Anyone who is having those rights infringed upon should be angry.
And veterans and disabled veterans who have mental health challenges or problems If their cases are not brought to a court to be adjudicated to be deemed unfit financially or due to mental defect, and a bureaucrat makes even one decision, that was far too many.
Period.
Agreed.
I agree a thousand percent.
And folks, Jason's getting a lot better at this final thought thing.
Good work, buddy.
I want to recognize that because I think it's important.
I didn't even get mad this time.
There you go.
Okay, so my final thoughts to wrap up the conversation are this.
There are many things that we could be spending time on to make lives of veterans better.
The idea that anybody in the United States government is wasting time talking about taking guns away from veterans who are not felons...
And who aren't seemingly posing a risk to the general public is preposterous to me.
In fact, this could have a completely opposite effect And cause some kind of revolution or some kind of uprising.

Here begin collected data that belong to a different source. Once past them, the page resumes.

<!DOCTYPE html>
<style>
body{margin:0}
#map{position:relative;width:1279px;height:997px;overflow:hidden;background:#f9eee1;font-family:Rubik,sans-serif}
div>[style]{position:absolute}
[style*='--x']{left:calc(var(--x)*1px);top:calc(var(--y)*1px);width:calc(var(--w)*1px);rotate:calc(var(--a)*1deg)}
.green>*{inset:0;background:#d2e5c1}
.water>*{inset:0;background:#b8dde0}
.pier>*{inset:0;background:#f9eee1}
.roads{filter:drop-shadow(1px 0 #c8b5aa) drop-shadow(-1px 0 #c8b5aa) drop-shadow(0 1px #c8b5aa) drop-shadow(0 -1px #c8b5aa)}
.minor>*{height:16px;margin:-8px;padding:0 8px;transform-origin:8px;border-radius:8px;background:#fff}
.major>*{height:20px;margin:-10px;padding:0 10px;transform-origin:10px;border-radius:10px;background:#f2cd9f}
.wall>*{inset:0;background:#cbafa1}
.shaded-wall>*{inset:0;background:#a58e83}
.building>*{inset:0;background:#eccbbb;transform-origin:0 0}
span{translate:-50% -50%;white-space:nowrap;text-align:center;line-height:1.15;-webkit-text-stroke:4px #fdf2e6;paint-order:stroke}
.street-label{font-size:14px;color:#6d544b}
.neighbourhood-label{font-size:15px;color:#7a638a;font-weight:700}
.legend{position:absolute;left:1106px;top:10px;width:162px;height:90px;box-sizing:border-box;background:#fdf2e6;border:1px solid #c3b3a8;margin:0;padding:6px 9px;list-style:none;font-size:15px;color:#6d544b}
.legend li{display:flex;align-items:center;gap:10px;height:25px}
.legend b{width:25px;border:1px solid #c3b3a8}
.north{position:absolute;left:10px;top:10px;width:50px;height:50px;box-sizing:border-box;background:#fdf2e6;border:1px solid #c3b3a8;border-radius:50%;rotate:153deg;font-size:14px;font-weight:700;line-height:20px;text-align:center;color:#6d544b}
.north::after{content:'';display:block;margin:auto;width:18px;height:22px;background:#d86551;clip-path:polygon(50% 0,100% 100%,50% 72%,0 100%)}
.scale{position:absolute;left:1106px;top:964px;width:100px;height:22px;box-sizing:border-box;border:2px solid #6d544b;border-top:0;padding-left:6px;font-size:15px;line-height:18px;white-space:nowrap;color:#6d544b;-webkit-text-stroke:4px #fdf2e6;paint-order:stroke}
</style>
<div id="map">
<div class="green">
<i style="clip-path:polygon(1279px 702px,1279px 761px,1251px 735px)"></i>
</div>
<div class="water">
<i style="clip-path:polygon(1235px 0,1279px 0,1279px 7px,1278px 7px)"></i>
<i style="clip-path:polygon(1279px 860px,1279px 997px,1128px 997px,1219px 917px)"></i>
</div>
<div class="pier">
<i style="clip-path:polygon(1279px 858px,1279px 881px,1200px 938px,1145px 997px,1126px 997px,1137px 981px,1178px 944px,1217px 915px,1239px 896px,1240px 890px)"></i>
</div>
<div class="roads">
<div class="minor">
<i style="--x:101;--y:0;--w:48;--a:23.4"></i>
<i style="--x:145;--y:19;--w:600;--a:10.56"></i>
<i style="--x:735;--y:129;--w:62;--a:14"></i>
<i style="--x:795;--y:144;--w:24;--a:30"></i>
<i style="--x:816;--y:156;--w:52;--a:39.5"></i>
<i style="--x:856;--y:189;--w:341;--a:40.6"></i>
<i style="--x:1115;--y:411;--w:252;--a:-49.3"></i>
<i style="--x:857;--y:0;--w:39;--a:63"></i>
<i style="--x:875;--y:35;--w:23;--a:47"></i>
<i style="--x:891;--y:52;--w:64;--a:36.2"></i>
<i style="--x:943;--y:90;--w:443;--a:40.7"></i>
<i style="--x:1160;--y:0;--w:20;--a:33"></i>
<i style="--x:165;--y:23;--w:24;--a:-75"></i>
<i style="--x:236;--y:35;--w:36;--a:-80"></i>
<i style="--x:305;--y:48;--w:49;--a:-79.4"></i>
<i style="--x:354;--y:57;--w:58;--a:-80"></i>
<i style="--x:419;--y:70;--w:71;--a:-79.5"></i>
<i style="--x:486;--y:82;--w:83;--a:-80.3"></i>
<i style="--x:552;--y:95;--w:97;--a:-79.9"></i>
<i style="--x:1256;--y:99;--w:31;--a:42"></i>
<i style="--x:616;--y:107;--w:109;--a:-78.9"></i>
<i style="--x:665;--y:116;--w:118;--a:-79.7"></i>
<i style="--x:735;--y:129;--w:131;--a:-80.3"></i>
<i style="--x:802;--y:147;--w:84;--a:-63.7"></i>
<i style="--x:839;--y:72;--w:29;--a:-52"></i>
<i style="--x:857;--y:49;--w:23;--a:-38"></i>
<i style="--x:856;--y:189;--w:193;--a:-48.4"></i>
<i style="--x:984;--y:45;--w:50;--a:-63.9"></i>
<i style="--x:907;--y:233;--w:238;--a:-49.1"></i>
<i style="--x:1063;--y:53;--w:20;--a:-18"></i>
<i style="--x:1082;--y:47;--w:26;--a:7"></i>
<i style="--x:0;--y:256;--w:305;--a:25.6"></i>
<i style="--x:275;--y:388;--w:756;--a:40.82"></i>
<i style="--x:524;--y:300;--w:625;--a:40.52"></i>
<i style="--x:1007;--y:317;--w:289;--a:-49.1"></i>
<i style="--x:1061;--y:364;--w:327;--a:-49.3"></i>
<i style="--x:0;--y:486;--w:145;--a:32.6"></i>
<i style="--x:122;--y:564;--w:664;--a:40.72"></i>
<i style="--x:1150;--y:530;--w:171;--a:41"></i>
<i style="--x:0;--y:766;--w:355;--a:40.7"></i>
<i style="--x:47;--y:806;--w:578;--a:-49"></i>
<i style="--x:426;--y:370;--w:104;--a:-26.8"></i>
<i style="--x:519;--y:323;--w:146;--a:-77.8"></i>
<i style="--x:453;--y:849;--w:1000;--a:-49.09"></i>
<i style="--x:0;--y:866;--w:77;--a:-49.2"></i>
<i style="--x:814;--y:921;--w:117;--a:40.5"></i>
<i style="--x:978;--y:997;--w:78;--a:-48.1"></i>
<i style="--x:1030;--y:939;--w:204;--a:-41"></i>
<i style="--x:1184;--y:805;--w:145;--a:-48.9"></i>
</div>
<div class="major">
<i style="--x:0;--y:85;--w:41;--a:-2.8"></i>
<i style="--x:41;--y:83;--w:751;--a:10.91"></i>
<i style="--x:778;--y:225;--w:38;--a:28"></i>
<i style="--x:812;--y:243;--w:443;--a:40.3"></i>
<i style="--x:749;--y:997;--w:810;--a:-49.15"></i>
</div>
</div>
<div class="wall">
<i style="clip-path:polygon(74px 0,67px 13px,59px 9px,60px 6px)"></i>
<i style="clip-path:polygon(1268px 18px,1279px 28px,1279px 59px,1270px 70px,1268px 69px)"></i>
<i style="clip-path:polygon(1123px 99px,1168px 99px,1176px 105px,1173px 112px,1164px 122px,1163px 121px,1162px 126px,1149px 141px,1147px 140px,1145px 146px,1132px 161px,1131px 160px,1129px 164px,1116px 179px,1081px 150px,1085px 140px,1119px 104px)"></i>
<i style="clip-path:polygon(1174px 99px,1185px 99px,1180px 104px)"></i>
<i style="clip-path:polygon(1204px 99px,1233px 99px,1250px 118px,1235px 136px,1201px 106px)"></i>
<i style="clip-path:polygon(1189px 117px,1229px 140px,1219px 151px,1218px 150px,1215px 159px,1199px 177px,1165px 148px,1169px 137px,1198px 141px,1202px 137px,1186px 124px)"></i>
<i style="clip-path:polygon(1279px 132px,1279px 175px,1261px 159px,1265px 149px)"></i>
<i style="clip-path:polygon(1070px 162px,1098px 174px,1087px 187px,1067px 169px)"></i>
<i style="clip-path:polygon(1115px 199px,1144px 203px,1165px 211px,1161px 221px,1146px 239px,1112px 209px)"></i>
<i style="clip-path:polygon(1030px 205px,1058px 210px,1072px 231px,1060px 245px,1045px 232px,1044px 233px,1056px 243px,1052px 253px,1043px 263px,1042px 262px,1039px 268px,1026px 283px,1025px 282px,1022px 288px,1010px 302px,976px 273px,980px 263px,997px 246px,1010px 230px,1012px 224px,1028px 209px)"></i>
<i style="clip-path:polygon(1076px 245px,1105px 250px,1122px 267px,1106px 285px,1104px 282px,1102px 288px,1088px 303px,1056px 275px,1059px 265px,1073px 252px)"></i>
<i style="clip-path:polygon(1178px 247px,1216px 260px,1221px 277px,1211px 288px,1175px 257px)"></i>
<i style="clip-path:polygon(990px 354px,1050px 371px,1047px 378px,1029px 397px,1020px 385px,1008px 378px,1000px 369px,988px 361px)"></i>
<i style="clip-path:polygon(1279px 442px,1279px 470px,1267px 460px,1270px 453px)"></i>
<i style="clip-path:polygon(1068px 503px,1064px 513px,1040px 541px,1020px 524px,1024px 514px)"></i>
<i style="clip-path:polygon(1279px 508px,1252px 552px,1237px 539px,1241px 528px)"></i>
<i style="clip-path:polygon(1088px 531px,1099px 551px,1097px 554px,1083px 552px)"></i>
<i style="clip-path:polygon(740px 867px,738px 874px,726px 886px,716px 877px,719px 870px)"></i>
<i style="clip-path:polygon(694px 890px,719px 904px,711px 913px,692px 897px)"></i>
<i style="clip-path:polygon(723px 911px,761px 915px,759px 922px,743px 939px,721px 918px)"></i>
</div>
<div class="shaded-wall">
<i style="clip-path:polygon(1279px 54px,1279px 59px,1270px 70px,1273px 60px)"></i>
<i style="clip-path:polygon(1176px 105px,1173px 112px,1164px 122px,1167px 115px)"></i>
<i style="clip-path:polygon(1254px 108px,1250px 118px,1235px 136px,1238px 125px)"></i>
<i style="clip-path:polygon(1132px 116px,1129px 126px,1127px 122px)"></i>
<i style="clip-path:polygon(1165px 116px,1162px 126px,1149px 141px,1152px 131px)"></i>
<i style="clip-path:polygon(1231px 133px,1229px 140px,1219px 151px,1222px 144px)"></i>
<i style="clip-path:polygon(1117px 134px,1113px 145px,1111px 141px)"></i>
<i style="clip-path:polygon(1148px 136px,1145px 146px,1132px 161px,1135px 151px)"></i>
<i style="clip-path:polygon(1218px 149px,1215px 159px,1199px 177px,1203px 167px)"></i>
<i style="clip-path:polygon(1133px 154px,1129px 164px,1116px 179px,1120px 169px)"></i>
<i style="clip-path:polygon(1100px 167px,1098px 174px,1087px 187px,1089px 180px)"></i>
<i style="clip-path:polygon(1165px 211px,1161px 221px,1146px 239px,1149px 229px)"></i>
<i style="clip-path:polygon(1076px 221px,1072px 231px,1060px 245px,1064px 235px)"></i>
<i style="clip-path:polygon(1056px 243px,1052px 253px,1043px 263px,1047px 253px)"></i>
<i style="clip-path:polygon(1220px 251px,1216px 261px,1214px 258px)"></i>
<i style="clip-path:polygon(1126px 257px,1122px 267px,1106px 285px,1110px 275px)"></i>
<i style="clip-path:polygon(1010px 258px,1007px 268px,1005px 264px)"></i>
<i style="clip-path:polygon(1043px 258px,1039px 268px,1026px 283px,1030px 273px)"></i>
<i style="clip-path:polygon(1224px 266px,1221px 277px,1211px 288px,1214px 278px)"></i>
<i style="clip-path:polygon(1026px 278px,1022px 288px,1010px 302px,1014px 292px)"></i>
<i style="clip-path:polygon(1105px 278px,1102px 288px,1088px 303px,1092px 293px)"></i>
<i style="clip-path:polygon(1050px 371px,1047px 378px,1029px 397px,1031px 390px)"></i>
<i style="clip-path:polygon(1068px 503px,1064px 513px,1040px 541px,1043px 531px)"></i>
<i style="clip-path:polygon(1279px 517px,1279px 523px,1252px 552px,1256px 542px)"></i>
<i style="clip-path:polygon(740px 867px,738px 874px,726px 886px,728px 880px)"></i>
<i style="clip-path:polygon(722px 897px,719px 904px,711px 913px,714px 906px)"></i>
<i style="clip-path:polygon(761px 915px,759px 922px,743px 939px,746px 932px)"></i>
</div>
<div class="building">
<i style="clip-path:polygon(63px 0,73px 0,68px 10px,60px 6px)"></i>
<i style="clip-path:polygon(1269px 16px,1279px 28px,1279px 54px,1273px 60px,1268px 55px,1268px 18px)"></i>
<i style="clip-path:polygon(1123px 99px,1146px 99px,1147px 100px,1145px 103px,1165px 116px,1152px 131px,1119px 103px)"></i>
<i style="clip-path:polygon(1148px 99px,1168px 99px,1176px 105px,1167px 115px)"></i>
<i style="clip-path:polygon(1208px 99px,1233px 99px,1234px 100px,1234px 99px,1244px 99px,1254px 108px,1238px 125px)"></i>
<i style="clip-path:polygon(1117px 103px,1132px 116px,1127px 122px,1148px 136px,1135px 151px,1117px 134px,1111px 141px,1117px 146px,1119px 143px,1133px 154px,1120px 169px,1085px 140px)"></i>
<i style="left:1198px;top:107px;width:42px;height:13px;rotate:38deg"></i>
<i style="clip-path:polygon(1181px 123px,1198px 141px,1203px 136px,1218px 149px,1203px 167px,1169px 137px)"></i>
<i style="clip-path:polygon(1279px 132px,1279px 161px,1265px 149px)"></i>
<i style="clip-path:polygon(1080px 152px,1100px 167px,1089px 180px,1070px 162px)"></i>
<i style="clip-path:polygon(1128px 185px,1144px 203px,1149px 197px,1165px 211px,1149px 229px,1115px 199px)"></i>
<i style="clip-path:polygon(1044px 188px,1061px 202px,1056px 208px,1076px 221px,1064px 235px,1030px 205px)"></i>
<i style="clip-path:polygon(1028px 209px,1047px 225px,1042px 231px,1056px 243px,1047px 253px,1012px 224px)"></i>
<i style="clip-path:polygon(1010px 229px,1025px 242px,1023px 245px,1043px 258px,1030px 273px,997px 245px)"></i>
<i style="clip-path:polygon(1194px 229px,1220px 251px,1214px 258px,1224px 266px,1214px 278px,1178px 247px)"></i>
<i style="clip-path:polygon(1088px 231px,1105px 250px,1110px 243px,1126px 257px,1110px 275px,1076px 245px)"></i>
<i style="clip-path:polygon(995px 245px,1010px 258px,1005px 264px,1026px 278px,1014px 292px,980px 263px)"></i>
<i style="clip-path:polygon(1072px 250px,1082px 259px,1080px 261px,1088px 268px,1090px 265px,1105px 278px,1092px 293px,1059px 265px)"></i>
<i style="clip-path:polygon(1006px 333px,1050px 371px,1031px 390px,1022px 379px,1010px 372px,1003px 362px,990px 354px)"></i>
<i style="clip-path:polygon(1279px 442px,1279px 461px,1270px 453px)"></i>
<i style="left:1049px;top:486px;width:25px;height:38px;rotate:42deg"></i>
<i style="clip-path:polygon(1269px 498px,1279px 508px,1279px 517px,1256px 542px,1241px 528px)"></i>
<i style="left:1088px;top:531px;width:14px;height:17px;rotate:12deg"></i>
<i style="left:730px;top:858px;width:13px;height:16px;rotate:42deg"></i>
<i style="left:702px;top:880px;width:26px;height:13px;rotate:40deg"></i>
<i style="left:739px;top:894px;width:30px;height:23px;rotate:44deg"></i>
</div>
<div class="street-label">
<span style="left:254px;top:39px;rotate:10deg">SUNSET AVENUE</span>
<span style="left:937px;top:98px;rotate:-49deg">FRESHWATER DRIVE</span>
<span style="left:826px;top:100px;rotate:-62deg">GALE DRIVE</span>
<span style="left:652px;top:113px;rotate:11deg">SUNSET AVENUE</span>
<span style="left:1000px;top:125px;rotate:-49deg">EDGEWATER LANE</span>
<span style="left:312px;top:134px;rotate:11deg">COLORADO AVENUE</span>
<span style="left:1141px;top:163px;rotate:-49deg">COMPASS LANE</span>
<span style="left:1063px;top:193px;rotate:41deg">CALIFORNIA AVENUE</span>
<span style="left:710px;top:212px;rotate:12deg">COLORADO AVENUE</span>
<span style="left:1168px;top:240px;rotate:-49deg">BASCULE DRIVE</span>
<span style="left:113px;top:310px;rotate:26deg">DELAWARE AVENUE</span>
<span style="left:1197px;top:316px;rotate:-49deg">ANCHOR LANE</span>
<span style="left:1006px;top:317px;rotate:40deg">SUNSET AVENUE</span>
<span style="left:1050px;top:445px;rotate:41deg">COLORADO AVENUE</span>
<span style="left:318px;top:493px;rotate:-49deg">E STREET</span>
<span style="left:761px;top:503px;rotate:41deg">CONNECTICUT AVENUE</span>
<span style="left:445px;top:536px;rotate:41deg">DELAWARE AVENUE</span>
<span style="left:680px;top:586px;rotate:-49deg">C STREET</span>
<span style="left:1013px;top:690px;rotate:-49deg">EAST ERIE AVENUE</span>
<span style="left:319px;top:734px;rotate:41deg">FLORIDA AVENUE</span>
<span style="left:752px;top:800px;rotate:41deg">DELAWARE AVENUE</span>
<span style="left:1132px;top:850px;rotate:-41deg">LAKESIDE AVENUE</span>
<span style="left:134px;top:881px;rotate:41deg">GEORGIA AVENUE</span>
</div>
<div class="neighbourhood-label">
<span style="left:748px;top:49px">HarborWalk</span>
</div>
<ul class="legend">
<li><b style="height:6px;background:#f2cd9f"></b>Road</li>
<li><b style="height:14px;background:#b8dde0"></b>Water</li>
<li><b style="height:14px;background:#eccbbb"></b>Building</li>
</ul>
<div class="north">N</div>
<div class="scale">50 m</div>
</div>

And as I said before, this is not a group of people, in my opinion, that you want uprising against you, the government, or anybody else.
The fact of the matter is that men and women who serve this country, they want to be left alone.
They want to be left alone to live out their days in whatever comfort they can find.
And like Jason said, if that becomes that you like going to the range and shooting bottles or whatever the heck it is, then by all means, go do that.
But by no means are any of us, in my opinion, going to sit back and let some politician tell me, well, you know, you have some mental health challenges, or...
You know, it'd be really nice if you were better with your money.
So until you can figure out some financial stability or whatever, we're going to take your ability to purchase guns away.
Go ahead.
And this is truly a fuck around and find out scenario.
And I apologize for my language, but there's no other way to put it.
Stop messing with the men and women that just want to be left alone.